*About this task:* Return all the lines below in which the string "canvas" appears.

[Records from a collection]
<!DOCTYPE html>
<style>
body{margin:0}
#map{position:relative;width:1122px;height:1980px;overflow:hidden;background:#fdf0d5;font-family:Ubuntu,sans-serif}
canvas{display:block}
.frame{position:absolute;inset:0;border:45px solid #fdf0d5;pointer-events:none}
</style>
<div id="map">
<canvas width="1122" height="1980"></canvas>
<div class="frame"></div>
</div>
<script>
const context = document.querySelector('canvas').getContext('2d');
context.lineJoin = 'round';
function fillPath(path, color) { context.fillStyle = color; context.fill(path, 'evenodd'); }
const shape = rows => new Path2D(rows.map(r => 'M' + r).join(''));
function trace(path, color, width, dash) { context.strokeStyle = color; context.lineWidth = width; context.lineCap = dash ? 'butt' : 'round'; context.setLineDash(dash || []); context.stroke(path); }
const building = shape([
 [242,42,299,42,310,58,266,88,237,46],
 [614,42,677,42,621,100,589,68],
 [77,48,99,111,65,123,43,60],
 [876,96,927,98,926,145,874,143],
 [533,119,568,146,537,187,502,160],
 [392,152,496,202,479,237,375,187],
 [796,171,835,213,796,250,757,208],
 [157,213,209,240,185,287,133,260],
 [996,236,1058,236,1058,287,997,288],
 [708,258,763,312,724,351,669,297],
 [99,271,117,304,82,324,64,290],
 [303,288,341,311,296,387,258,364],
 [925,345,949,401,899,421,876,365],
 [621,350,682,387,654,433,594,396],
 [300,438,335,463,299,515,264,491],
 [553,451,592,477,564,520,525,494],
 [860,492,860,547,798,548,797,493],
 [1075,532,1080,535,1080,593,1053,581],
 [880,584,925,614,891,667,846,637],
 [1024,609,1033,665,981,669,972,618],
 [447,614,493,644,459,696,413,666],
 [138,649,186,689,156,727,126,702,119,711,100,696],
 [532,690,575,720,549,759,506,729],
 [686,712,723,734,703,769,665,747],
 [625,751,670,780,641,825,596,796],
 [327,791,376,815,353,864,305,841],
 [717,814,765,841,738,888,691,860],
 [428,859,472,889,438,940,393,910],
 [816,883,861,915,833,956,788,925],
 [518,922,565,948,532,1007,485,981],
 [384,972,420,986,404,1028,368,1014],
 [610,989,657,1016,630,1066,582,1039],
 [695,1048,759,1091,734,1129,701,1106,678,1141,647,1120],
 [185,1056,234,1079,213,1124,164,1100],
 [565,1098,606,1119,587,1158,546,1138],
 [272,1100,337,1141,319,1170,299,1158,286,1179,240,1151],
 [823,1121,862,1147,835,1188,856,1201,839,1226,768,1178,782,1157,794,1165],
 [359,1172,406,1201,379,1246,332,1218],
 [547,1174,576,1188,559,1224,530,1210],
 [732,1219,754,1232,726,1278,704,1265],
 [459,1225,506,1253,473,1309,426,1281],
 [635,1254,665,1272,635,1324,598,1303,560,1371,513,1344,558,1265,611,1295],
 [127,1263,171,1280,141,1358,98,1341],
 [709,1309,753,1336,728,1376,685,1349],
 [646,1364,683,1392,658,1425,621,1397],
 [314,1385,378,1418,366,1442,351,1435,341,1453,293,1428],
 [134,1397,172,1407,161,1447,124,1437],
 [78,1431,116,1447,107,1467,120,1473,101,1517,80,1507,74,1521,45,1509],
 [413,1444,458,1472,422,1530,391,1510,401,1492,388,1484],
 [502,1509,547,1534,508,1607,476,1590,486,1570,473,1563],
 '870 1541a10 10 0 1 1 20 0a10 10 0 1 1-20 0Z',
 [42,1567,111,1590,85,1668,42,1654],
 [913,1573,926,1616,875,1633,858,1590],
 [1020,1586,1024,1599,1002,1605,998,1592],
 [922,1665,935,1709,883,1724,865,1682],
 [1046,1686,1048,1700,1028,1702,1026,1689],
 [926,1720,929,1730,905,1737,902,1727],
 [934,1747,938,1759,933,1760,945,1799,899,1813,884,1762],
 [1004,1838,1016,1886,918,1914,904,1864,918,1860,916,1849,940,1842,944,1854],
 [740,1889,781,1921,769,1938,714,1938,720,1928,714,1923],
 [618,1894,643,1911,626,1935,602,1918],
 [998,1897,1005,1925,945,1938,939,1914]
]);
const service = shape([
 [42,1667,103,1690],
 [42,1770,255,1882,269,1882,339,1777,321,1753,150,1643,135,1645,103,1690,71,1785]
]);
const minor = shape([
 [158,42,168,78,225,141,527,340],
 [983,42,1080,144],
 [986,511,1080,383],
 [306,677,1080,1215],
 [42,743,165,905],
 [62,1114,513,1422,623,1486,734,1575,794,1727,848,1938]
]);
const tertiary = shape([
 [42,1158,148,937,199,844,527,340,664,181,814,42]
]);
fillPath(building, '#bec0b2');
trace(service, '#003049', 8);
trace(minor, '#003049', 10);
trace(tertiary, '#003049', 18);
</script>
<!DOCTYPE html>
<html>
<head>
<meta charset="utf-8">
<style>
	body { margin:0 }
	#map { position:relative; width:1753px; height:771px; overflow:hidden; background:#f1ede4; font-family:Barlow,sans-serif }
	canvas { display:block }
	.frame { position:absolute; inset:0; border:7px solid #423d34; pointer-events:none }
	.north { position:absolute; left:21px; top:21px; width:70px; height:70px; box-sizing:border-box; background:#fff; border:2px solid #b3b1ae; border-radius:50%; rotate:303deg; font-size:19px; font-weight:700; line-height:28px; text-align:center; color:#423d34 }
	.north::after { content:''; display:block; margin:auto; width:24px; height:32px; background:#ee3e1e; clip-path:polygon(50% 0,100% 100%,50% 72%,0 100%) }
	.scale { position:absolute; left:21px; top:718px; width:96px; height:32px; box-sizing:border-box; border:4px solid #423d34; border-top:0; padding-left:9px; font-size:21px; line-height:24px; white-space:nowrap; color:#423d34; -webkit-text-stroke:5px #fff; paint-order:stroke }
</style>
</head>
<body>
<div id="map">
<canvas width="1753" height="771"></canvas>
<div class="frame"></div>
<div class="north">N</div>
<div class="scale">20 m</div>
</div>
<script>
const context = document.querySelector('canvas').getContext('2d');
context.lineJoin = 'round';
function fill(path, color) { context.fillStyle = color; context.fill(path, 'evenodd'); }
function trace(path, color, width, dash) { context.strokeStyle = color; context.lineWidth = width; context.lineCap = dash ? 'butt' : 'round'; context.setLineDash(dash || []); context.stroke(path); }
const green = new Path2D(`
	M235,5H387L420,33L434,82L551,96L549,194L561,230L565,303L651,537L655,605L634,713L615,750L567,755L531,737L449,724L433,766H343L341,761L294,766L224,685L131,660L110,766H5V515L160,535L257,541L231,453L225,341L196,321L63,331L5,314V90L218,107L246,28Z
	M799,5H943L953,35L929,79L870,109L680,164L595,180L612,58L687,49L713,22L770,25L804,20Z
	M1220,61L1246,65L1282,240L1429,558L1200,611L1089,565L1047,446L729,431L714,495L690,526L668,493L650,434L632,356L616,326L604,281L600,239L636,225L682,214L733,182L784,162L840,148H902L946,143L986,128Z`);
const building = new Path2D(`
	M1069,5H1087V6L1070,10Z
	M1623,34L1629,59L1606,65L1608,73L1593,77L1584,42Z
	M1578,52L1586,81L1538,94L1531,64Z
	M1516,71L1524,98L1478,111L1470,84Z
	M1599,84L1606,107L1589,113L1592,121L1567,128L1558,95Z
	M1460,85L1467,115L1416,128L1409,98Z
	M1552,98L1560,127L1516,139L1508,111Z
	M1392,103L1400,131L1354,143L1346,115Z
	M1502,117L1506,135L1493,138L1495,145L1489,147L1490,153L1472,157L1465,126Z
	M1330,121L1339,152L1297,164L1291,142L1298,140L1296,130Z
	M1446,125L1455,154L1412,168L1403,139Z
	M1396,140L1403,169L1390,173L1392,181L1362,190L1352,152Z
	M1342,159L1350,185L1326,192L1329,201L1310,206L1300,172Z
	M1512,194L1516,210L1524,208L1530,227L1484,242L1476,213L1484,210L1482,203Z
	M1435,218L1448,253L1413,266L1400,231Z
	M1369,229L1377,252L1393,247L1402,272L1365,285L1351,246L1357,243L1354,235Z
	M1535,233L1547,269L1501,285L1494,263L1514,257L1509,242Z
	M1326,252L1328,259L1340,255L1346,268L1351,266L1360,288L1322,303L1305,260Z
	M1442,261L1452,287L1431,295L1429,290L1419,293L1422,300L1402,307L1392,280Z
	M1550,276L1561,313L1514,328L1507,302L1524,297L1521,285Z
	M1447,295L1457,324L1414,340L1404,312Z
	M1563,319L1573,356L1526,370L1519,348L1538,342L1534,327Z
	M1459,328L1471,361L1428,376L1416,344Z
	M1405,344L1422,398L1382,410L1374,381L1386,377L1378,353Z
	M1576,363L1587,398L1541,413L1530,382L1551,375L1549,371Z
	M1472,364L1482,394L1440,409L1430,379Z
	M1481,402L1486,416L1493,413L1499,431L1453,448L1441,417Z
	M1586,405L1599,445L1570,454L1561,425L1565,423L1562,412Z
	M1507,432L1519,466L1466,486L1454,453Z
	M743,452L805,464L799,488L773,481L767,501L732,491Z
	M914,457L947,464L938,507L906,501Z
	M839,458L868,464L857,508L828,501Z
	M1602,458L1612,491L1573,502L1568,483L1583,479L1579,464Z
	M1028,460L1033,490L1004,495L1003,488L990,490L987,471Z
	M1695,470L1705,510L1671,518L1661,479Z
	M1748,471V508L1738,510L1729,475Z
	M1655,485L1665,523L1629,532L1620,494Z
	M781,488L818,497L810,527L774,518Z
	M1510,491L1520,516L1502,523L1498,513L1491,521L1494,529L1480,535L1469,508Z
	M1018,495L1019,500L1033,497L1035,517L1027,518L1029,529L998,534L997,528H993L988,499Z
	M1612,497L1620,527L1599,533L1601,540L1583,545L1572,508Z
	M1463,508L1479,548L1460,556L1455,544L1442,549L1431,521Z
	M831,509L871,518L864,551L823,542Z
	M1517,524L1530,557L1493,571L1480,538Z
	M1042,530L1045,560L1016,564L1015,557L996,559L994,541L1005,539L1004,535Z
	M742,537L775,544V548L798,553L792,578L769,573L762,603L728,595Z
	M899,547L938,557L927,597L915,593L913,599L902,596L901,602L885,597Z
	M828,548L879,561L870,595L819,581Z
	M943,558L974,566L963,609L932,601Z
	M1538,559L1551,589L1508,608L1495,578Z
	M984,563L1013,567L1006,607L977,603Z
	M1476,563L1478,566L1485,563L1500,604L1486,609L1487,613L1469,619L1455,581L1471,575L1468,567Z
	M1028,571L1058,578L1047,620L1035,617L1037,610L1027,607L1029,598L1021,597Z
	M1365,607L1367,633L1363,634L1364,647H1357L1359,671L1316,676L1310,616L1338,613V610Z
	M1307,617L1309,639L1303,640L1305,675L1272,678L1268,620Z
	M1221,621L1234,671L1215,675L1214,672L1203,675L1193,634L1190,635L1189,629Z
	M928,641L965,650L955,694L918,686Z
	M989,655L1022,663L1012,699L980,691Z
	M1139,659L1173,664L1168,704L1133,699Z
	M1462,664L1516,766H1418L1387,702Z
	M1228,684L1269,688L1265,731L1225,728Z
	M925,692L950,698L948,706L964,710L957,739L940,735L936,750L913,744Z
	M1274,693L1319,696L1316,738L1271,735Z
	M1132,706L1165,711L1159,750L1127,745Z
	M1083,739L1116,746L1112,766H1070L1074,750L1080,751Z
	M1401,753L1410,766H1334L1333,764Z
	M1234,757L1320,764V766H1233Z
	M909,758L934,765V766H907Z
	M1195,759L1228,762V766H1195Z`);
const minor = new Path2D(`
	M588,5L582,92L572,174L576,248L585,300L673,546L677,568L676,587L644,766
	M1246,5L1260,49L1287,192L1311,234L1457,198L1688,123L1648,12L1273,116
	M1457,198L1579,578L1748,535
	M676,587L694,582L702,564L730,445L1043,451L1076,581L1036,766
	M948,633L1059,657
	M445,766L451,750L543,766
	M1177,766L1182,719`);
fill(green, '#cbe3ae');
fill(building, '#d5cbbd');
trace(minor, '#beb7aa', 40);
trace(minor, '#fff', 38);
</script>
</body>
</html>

*Solution to this problem:*
canvas{display:block}
<canvas width="1122" height="1980"></canvas>
const context = document.querySelector('canvas').getContext('2d');
	canvas { display:block }
<canvas width="1753" height="771"></canvas>
const context = document.querySelector('canvas').getContext('2d');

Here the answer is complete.